EXERCISE:
Return verbatim all lines from the first one in the records to the line with "content:''; display:block; margin:auto;", both ends kept.

╔══

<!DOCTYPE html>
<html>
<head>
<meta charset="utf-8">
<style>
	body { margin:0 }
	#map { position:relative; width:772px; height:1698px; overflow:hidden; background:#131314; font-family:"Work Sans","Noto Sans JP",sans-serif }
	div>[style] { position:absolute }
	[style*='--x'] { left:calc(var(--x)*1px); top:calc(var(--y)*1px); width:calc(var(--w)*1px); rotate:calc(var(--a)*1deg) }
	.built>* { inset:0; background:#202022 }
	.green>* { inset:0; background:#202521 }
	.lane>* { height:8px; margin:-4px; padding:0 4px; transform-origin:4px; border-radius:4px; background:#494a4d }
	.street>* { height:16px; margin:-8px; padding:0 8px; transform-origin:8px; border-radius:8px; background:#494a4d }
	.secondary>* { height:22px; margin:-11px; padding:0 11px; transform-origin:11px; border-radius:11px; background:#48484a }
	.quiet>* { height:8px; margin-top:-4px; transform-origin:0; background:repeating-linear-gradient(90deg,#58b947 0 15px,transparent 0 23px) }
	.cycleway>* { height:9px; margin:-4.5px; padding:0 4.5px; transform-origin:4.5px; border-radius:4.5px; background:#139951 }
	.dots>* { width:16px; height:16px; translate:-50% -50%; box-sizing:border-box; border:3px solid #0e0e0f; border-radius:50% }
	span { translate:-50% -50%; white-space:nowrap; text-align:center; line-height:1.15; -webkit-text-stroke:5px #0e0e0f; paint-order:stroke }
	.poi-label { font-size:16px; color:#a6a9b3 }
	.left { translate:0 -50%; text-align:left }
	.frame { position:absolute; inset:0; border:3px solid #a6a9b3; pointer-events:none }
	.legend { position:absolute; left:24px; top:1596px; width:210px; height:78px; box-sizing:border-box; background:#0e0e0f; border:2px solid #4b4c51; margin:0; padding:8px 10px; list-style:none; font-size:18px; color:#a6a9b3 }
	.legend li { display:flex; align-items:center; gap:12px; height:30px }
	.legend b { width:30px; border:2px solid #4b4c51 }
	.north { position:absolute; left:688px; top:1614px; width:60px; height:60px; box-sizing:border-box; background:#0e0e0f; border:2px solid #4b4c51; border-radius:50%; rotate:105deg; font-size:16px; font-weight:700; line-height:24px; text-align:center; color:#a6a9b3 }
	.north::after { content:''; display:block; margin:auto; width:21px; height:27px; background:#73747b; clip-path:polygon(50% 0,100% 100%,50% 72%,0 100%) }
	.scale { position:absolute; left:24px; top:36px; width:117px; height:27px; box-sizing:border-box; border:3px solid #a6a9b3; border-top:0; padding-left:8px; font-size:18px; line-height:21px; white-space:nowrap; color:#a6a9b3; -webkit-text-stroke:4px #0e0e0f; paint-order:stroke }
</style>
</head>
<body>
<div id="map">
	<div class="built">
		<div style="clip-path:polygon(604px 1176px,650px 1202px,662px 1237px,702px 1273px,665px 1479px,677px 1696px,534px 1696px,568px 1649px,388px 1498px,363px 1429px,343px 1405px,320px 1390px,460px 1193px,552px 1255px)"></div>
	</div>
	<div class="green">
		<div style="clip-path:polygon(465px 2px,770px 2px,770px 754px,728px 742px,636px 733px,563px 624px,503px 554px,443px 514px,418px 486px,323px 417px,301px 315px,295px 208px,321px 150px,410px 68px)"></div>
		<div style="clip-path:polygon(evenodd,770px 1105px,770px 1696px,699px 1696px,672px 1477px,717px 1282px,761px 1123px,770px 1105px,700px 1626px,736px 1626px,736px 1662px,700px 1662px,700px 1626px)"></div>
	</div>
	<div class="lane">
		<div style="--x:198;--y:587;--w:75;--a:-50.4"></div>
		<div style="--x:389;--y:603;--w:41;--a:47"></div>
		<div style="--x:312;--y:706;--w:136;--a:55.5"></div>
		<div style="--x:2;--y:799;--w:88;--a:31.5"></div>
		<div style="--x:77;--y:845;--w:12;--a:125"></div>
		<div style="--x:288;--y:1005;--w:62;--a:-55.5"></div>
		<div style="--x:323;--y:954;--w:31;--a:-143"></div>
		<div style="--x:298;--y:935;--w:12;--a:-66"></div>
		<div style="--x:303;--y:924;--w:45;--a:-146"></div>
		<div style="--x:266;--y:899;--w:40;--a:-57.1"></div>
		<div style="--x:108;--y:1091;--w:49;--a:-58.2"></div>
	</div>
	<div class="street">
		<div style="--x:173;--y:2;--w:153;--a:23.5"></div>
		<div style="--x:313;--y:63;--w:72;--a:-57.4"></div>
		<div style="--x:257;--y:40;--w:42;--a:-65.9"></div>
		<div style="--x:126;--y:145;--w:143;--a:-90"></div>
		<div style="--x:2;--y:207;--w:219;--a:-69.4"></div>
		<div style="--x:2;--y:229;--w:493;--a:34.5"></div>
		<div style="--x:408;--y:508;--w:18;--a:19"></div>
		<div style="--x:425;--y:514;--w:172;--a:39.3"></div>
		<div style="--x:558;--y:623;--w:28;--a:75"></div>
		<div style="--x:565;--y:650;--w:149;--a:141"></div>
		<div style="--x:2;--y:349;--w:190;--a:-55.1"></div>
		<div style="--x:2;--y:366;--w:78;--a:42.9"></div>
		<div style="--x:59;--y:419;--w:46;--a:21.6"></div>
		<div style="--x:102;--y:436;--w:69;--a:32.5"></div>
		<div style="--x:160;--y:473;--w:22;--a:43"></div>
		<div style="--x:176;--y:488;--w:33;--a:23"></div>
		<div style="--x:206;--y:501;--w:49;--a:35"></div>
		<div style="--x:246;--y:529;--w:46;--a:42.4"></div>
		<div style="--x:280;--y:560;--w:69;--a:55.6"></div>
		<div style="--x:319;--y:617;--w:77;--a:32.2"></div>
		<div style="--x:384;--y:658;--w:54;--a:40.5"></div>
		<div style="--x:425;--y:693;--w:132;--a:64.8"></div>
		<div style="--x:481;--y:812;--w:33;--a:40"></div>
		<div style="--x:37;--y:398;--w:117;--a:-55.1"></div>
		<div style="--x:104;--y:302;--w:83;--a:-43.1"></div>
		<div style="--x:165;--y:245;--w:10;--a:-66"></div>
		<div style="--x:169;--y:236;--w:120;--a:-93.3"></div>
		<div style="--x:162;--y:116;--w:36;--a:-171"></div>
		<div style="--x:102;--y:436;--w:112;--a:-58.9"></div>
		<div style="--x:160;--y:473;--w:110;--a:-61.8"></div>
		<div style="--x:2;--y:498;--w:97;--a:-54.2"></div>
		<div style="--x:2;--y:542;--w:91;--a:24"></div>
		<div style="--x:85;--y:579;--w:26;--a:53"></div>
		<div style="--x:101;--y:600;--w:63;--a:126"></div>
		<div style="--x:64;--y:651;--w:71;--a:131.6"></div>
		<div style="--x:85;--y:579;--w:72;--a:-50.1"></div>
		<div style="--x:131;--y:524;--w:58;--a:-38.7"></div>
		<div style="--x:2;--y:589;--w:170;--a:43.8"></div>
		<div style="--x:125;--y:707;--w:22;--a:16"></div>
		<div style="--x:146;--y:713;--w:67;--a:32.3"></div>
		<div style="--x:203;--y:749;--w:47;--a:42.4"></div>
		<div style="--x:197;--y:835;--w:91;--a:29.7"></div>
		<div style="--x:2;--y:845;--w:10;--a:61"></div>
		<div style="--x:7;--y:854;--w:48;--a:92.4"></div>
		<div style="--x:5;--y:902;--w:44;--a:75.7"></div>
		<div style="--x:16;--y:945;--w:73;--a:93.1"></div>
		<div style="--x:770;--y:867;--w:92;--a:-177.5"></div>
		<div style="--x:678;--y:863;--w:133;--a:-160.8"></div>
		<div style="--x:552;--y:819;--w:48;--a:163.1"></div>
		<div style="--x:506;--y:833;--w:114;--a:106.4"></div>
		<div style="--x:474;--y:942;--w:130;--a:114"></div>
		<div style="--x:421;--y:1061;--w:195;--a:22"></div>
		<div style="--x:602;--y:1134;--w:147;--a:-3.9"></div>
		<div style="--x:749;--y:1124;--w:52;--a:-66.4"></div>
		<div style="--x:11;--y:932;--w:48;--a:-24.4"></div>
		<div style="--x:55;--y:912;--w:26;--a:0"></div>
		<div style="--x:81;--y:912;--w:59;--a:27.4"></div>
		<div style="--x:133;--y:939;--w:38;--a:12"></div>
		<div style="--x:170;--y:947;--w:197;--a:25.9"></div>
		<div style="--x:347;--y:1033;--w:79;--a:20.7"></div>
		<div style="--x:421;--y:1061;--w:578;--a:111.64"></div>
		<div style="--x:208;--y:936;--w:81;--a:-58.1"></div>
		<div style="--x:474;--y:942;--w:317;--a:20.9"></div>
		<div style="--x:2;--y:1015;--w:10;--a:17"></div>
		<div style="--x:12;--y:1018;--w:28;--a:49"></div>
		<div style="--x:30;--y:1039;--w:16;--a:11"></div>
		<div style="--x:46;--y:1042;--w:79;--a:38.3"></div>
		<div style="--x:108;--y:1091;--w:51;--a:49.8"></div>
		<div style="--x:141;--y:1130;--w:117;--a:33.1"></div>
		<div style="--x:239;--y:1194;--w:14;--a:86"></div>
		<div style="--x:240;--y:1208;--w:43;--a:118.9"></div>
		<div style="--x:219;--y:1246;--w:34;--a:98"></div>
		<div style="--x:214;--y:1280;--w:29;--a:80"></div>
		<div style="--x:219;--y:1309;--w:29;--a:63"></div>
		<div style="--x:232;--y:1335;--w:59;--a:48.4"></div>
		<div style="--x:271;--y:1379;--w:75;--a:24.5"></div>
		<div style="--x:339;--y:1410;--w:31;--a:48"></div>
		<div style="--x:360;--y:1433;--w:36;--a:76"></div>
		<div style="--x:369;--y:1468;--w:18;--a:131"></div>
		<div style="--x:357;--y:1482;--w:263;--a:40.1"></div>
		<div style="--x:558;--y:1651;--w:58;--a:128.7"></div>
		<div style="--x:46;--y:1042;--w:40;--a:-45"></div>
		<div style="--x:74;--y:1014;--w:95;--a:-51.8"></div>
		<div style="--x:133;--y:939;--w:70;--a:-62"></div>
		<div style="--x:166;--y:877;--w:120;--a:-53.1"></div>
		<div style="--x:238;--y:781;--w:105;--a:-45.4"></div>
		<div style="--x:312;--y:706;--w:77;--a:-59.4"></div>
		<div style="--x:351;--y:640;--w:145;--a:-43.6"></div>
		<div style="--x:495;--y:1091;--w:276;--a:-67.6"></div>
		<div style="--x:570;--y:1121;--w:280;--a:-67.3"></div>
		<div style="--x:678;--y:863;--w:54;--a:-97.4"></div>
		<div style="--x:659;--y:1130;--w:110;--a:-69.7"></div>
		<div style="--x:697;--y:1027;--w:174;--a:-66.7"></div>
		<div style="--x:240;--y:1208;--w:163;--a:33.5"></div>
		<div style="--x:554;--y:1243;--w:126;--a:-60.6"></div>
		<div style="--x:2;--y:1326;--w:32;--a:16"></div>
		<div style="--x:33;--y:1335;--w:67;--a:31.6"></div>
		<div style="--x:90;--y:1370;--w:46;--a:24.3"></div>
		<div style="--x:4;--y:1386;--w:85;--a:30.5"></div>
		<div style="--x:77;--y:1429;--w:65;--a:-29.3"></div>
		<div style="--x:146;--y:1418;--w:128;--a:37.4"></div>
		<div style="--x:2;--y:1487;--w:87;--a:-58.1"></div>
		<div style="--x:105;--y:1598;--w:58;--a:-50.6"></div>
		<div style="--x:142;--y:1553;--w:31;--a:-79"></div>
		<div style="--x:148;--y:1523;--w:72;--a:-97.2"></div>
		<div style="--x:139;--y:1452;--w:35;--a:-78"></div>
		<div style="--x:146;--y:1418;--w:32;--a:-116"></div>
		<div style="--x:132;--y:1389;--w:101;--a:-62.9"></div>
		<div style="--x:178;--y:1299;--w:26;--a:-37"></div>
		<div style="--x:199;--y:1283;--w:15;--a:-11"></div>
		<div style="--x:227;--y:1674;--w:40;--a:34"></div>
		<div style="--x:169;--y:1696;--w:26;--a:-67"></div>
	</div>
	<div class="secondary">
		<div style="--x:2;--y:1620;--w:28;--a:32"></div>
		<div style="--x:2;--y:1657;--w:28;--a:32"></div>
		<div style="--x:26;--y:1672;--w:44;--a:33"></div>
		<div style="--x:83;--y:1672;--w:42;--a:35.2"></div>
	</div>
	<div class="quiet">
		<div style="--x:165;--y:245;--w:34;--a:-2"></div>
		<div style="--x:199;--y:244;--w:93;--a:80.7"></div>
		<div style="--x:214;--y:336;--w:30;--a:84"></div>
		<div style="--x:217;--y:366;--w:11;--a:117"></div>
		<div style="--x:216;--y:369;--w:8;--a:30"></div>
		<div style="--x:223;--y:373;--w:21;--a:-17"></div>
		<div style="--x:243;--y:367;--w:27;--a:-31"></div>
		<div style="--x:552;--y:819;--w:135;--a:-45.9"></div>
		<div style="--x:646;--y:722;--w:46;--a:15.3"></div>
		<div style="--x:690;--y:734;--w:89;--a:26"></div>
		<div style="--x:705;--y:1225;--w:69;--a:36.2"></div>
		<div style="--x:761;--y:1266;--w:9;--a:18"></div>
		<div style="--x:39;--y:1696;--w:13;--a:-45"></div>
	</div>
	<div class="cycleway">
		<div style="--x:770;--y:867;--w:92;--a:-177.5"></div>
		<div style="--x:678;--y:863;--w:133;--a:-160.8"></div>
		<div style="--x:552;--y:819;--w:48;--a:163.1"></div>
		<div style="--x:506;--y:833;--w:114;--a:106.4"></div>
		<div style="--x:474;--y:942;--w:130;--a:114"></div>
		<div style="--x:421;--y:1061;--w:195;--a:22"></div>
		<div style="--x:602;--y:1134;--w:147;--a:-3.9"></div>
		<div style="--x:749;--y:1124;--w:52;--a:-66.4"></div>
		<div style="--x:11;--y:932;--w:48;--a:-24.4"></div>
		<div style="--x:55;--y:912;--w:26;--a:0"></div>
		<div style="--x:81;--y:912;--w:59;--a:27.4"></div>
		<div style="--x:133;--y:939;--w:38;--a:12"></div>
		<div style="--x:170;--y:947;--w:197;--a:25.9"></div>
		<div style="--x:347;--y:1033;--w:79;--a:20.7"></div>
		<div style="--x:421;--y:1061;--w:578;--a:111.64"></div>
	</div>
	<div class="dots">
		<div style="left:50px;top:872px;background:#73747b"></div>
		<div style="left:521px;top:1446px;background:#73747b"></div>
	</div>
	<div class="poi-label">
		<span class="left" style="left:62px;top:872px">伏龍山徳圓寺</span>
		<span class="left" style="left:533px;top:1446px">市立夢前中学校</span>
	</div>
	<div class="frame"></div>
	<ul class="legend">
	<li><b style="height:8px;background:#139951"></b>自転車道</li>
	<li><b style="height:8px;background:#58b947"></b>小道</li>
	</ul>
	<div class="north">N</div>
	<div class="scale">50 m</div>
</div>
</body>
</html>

╚══

RESPONSE AREA:
<!DOCTYPE html>
<html>
<head>
<meta charset="utf-8">
<style>
	body { margin:0 }
	#map { position:relative; width:772px; height:1698px; overflow:hidden; background:#131314; font-family:"Work Sans","Noto Sans JP",sans-serif }
	div>[style] { position:absolute }
	[style*='--x'] { left:calc(var(--x)*1px); top:calc(var(--y)*1px); width:calc(var(--w)*1px); rotate:calc(var(--a)*1deg) }
	.built>* { inset:0; background:#202022 }
	.green>* { inset:0; background:#202521 }
	.lane>* { height:8px; margin:-4px; padding:0 4px; transform-origin:4px; border-radius:4px; background:#494a4d }
	.street>* { height:16px; margin:-8px; padding:0 8px; transform-origin:8px; border-radius:8px; background:#494a4d }
	.secondary>* { height:22px; margin:-11px; padding:0 11px; transform-origin:11px; border-radius:11px; background:#48484a }
	.quiet>* { height:8px; margin-top:-4px; transform-origin:0; background:repeating-linear-gradient(90deg,#58b947 0 15px,transparent 0 23px) }
	.cycleway>* { height:9px; margin:-4.5px; padding:0 4.5px; transform-origin:4.5px; border-radius:4.5px; background:#139951 }
	.dots>* { width:16px; height:16px; translate:-50% -50%; box-sizing:border-box; border:3px solid #0e0e0f; border-radius:50% }
	span { translate:-50% -50%; white-space:nowrap; text-align:center; line-height:1.15; -webkit-text-stroke:5px #0e0e0f; paint-order:stroke }
	.poi-label { font-size:16px; color:#a6a9b3 }
	.left { translate:0 -50%; text-align:left }
	.frame { position:absolute; inset:0; border:3px solid #a6a9b3; pointer-events:none }
	.legend { position:absolute; left:24px; top:1596px; width:210px; height:78px; box-sizing:border-box; background:#0e0e0f; border:2px solid #4b4c51; margin:0; padding:8px 10px; list-style:none; font-size:18px; color:#a6a9b3 }
	.legend li { display:flex; align-items:center; gap:12px; height:30px }
	.legend b { width:30px; border:2px solid #4b4c51 }
	.north { position:absolute; left:688px; top:1614px; width:60px; height:60px; box-sizing:border-box; background:#0e0e0f; border:2px solid #4b4c51; border-radius:50%; rotate:105deg; font-size:16px; font-weight:700; line-height:24px; text-align:center; color:#a6a9b3 }
	.north::after { content:''; display:block; margin:auto; width:21px; height:27px; background:#73747b; clip-path:polygon(50% 0,100% 100%,50% 72%,0 100%) }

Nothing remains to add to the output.